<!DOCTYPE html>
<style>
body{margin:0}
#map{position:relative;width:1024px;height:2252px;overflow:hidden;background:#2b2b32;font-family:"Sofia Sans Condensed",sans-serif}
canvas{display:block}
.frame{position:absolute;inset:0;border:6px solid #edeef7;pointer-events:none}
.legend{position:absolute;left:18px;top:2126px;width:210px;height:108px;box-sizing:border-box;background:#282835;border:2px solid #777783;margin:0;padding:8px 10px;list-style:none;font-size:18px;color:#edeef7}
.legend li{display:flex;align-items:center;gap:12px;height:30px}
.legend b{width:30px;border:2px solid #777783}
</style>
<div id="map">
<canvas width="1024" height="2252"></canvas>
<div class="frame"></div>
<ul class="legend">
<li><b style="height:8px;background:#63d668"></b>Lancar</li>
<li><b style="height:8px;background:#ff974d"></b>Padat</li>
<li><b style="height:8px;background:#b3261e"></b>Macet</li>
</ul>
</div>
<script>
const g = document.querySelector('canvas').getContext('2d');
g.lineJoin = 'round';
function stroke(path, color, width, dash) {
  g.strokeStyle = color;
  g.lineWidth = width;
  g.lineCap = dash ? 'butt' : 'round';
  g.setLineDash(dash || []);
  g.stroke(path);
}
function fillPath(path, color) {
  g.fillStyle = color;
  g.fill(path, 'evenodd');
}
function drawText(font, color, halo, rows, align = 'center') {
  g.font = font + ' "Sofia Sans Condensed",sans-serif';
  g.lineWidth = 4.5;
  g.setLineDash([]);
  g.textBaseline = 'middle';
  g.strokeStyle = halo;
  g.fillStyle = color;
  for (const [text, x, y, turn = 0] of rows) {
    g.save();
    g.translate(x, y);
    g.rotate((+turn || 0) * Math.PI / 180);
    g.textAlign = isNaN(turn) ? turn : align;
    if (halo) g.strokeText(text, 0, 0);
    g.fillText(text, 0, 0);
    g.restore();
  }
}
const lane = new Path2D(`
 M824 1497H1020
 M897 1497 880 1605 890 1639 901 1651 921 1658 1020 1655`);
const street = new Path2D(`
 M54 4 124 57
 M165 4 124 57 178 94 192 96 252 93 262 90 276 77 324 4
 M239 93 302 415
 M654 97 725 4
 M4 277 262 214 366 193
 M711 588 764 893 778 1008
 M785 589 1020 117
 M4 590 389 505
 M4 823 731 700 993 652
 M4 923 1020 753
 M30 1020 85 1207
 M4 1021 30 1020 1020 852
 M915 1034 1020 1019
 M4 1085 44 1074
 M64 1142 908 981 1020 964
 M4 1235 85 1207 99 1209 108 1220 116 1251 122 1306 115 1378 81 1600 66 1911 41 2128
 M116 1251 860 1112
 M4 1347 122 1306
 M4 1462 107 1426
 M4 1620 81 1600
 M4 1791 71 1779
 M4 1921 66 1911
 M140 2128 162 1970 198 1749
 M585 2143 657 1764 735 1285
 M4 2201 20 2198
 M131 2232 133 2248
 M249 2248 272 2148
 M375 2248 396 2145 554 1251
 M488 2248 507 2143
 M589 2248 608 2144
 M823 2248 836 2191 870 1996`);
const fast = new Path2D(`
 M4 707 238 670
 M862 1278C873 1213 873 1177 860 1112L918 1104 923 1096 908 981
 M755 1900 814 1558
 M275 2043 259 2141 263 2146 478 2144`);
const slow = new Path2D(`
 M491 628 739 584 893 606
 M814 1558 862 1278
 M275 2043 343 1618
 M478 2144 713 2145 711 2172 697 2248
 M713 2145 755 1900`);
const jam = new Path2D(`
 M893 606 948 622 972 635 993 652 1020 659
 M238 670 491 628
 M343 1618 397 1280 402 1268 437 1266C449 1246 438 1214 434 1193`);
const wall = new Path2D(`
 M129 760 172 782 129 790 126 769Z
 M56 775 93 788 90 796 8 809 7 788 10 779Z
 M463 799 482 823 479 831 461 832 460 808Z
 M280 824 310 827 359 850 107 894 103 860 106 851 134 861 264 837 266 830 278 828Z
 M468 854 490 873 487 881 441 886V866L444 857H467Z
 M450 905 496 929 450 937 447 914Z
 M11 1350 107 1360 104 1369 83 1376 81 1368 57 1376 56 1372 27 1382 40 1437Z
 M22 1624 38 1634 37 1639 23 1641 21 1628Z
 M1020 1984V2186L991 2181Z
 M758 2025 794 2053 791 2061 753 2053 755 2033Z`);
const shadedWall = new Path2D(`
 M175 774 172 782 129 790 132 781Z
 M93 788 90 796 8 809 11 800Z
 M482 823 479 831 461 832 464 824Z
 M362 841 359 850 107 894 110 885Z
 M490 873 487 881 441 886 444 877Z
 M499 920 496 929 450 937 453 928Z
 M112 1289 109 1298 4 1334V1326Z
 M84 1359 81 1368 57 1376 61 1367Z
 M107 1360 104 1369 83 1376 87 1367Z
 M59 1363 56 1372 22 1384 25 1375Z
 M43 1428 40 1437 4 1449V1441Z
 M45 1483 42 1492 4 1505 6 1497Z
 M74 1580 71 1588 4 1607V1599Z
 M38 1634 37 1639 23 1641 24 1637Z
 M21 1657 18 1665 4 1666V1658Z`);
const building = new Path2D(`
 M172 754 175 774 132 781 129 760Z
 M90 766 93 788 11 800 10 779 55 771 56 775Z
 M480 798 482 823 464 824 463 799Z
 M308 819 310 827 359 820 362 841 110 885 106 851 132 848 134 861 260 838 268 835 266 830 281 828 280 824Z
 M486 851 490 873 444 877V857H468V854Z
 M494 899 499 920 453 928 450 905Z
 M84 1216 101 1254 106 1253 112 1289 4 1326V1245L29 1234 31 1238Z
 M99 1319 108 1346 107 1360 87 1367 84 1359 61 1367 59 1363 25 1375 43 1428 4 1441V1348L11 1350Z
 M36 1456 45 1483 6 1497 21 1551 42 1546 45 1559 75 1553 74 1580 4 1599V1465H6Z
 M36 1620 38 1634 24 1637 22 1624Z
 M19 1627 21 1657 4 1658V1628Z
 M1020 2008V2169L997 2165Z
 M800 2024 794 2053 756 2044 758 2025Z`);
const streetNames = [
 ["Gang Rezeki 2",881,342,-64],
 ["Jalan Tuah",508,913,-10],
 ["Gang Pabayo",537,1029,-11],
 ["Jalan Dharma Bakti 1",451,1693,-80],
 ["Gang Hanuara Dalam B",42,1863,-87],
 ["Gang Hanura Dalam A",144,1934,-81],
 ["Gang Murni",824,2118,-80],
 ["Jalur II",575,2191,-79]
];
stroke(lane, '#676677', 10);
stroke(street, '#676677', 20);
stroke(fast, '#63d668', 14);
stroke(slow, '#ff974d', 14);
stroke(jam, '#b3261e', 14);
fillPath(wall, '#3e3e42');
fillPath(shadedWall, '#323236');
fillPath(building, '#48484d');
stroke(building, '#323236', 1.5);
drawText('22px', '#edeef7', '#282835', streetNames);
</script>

— Aim of the exercise —
Starting at the line above that contains "g.fill(path, 'evenodd');", repeat each line exactly up to and including the line that contains "M463 799 482 823 479 831 461 832 460 808Z", and stop there.

— Solution to the exercise —
  g.fill(path, 'evenodd');
}
function drawText(font, color, halo, rows, align = 'center') {
  g.font = font + ' "Sofia Sans Condensed",sans-serif';
  g.lineWidth = 4.5;
  g.setLineDash([]);
  g.textBaseline = 'middle';
  g.strokeStyle = halo;
  g.fillStyle = color;
  for (const [text, x, y, turn = 0] of rows) {
    g.save();
    g.translate(x, y);
    g.rotate((+turn || 0) * Math.PI / 180);
    g.textAlign = isNaN(turn) ? turn : align;
    if (halo) g.strokeText(text, 0, 0);
    g.fillText(text, 0, 0);
    g.restore();
  }
}
const lane = new Path2D(`
 M824 1497H1020
 M897 1497 880 1605 890 1639 901 1651 921 1658 1020 1655`);
const street = new Path2D(`
 M54 4 124 57
 M165 4 124 57 178 94 192 96 252 93 262 90 276 77 324 4
 M239 93 302 415
 M654 97 725 4
 M4 277 262 214 366 193
 M711 588 764 893 778 1008
 M785 589 1020 117
 M4 590 389 505
 M4 823 731 700 993 652
 M4 923 1020 753
 M30 1020 85 1207
 M4 1021 30 1020 1020 852
 M915 1034 1020 1019
 M4 1085 44 1074
 M64 1142 908 981 1020 964
 M4 1235 85 1207 99 1209 108 1220 116 1251 122 1306 115 1378 81 1600 66 1911 41 2128
 M116 1251 860 1112
 M4 1347 122 1306
 M4 1462 107 1426
 M4 1620 81 1600
 M4 1791 71 1779
 M4 1921 66 1911
 M140 2128 162 1970 198 1749
 M585 2143 657 1764 735 1285
 M4 2201 20 2198
 M131 2232 133 2248
 M249 2248 272 2148
 M375 2248 396 2145 554 1251
 M488 2248 507 2143
 M589 2248 608 2144
 M823 2248 836 2191 870 1996`);
const fast = new Path2D(`
 M4 707 238 670
 M862 1278C873 1213 873 1177 860 1112L918 1104 923 1096 908 981
 M755 1900 814 1558
 M275 2043 259 2141 263 2146 478 2144`);
const slow = new Path2D(`
 M491 628 739 584 893 606
 M814 1558 862 1278
 M275 2043 343 1618
 M478 2144 713 2145 711 2172 697 2248
 M713 2145 755 1900`);
const jam = new Path2D(`
 M893 606 948 622 972 635 993 652 1020 659
 M238 670 491 628
 M343 1618 397 1280 402 1268 437 1266C449 1246 438 1214 434 1193`);
const wall = new Path2D(`
 M129 760 172 782 129 790 126 769Z
 M56 775 93 788 90 796 8 809 7 788 10 779Z
 M463 799 482 823 479 831 461 832 460 808Z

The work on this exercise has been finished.